Deve parecer estranha a referência a vínculos, quando tratamos de sentimentos de aversão e rancor. Mas, o fato é que estamos ligados psicologicamente às pessoas de quem gostamos, mas também estamos presos aos que nos causam aversão e, assim, acabamos dirigindo muita energia emocional a essas pessoas. E o paradoxo é que acabamos investindo mais energia para expressar sentimentos de aversão do que para demonstrar afetos positivos.

A mágoa, o rancor, o isolamento amargo são ervas daninhas da vida emocional.  Emoções que deflagram atitudes hostis e produzem relações empobrecidas e danosas à felicidade.

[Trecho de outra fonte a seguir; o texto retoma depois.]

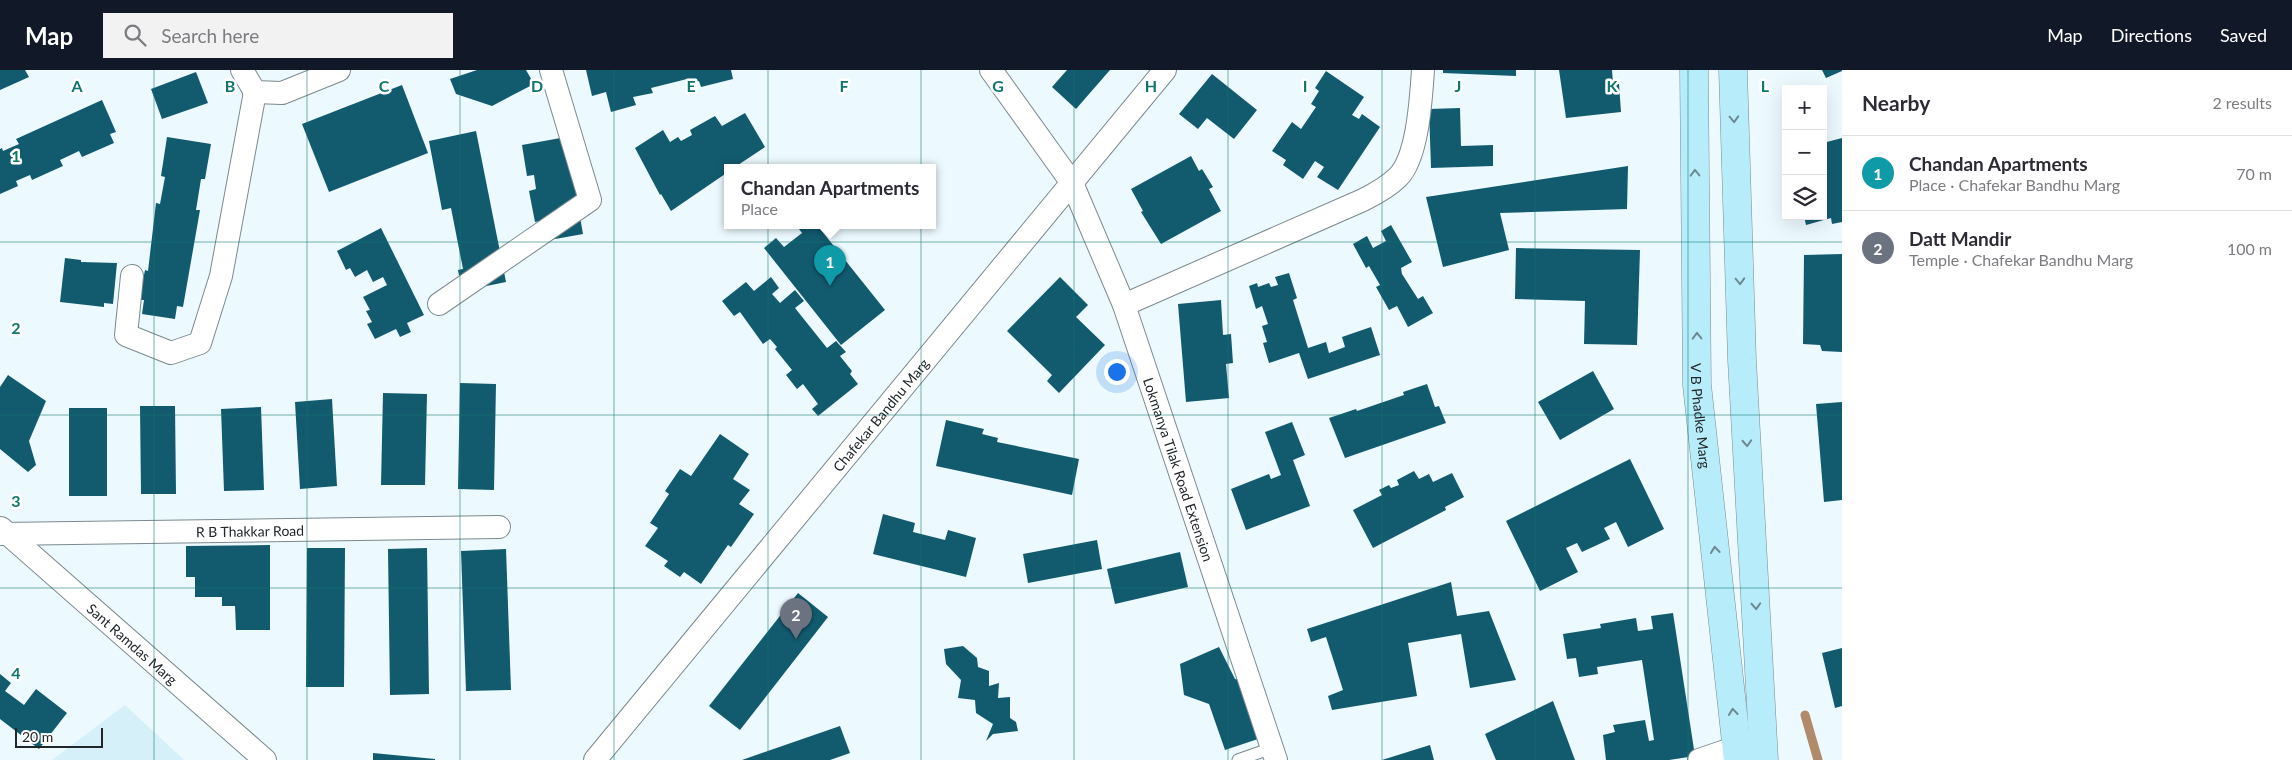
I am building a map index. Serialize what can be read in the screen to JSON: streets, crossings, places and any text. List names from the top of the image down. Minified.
{"streets":{"street":["Chafekar Bandhu Marg","V B Phadke Marg","Lokmanya Tilak Road Extension","R B Thakkar Road","Sant Ramdas Marg"]},"crossings":[["Chafekar Bandhu Marg","Lokmanya Tilak Road Extension"],["R B Thakkar Road","Sant Ramdas Marg"]],"scale_bar":"20 m","page":{"header":"Map","search":"Search here","nav":["Map","Directions","Saved"],"heading":["Nearby","2 results"],"map_buttons":["+","−"],"list":[{"mark":"1","name":"Chandan Apartments","note":"Place · Chafekar Bandhu Marg","value":"70 m"},{"mark":"2","name":"Datt Mandir","note":"Temple · Chafekar Bandhu Marg","value":"100 m"}],"popup":["Chandan Apartments","Place"],"pins":["1","2"],"scale":"20 m"},"grid":{"columns":["A","B","C","D","E","F","G","H","I","J","K","L"],"rows":["1","2","3","4"]}}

Há quem projete esses sentimentos contra si somatizando hostilidades arraigadas. Não é por acaso, que inúmeras queixas de afecções de pele (pruridos, irritações, psoríases) e uma dezena de outros sintomas podem ser escapes das raivas represadas.

No texto, Inibições, Sintomas e Ansiedade, Freud diz que  “alguns afetos evocam reações tão inapropriadas que  se chocam com o movimento natural do desenvolvimento humano”, Talvez possamos dizer que o ressentimento persistente  próprio do rancor tem tal efeito sobre nós.

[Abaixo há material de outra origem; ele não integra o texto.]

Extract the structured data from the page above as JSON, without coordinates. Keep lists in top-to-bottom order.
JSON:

O rancor rebaixa a capacidade de nos relacionarmos de forma franca e espontânea. Sentimentos rancorosos se originam de mágoas mal resolvidas. O filósofo clínico Lou Marinoff  tem uma visão bastante afirmativa de como abordar os sentimentos produzidos por agressões recebidas.

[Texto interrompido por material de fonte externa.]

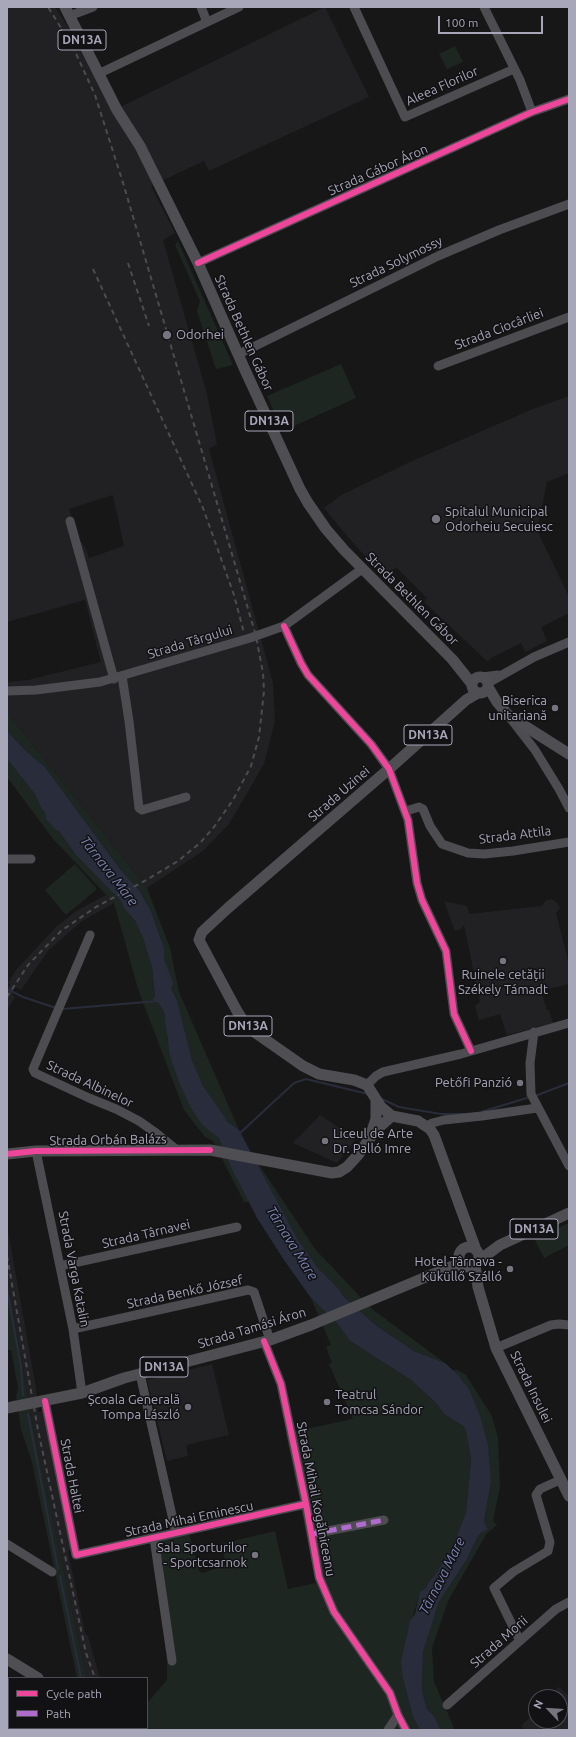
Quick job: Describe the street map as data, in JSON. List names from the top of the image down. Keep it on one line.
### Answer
{"streets":{"main road":["DN13A","Strada Bethlen Gábor","Strada Uzinei","Strada Orbán Balázs","Strada Tamási Áron","Strada Insulei"],"street":["Aleea Florilor","Strada Gábor Áron","Strada Solymossy","Strada Ciocârliei","Strada Târgului","Strada Attila","Strada Albinelor","Strada Târnavei","Strada Varga Katalin","Strada Benkő József","Strada Haltei","Strada Mihail Kogălniceanu","Strada Mihai Eminescu","Strada Morii"]},"crossings":[["DN13A","Strada Bethlen Gábor"],["DN13A","Strada Uzinei"],["DN13A","Strada Tamási Áron"],["DN13A","Strada Insulei"],["Strada Gábor Áron","Strada Bethlen Gábor"],["Strada Solymossy","Strada Bethlen Gábor"],["Strada Bethlen Gábor","Strada Târgului"],["Strada Bethlen Gábor","Strada Uzinei"],["Strada Albinelor","Strada Orbán Balázs"],["Strada Orbán Balázs","Strada Varga Katalin"],["Strada Târnavei","Strada Varga Katalin"],["Strada Varga Katalin","Strada Benkő József"],["Strada Varga Katalin","Strada Tamási Áron"],["Strada Benkő József","Strada Tamási Áron"],["Strada Benkő József","Strada Mihail Kogălniceanu"],["Strada Tamási Áron","Strada Insulei"],["Strada Tamási Áron","Strada Haltei"],["Strada Tamási Áron","Strada Mihail Kogălniceanu"],["Strada Haltei","Strada Mihai Eminescu"],["Strada Mihail Kogălniceanu","Strada Mihai Eminescu"]],"water":["Târnava Mare"],"places":["Odorhei","Spitalul Municipal Odorheiu Secuiesc","Biserica unitariană","Ruinele cetății Székely Támadt","Petőfi Panzió","Liceul de Arte Dr. Palló Imre","Hotel Târnava - Küküllő Szálló","Teatrul Tomcsa Sándor","Școala Generală Tompa László","Sala Sporturilor - Sportcsarnok"],"legend":["Cycle path","Path"],"scale_bar":"100 m","north":"top left"}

Marinoff afirma diz que uma ofensa  se transforma em dano  à saúde emocional quando  nós permitirmos, na sua visão, os outros podem nos ofender, mas nós é que decidimos o que fazer com a agressão recebida. Para ele, a ofensa vem do outro, mas  é a força que atribuímos a  ela como sendo capaz de nos atingir que a transformará em dano para nós.

A dificuldade para lidar com o rancor é que na base do comportamento persistentemente ressentido, geralmente, se encontra uma pessoa com autoaceitação rebaixada e  sentimentos hostis em relação a si próprio ou ao ambiente. Fenômeno que pode levar  à situação paradoxal em que, ao tempo em que apresenta baixa tolerância ao julgamento social, o ressentido tende  ao hábito de  julgar o outro e reagir à sua presença de forma negatival.

O rancor é como uma agressão contínua a si próprio e, muitas vezes, silenciosa. Mesmo quando o agente que o deflagrou não está presente, o rancoroso continua seu investimento em raiva e ódio a ele direcionado. O rancor, também, é quase sempre uma agressão frustrada porque mesmo com a intensidade da raiva, o alvo da hostilidade pode permanecer imune e até desconhecer que é objeto de tal sentimento.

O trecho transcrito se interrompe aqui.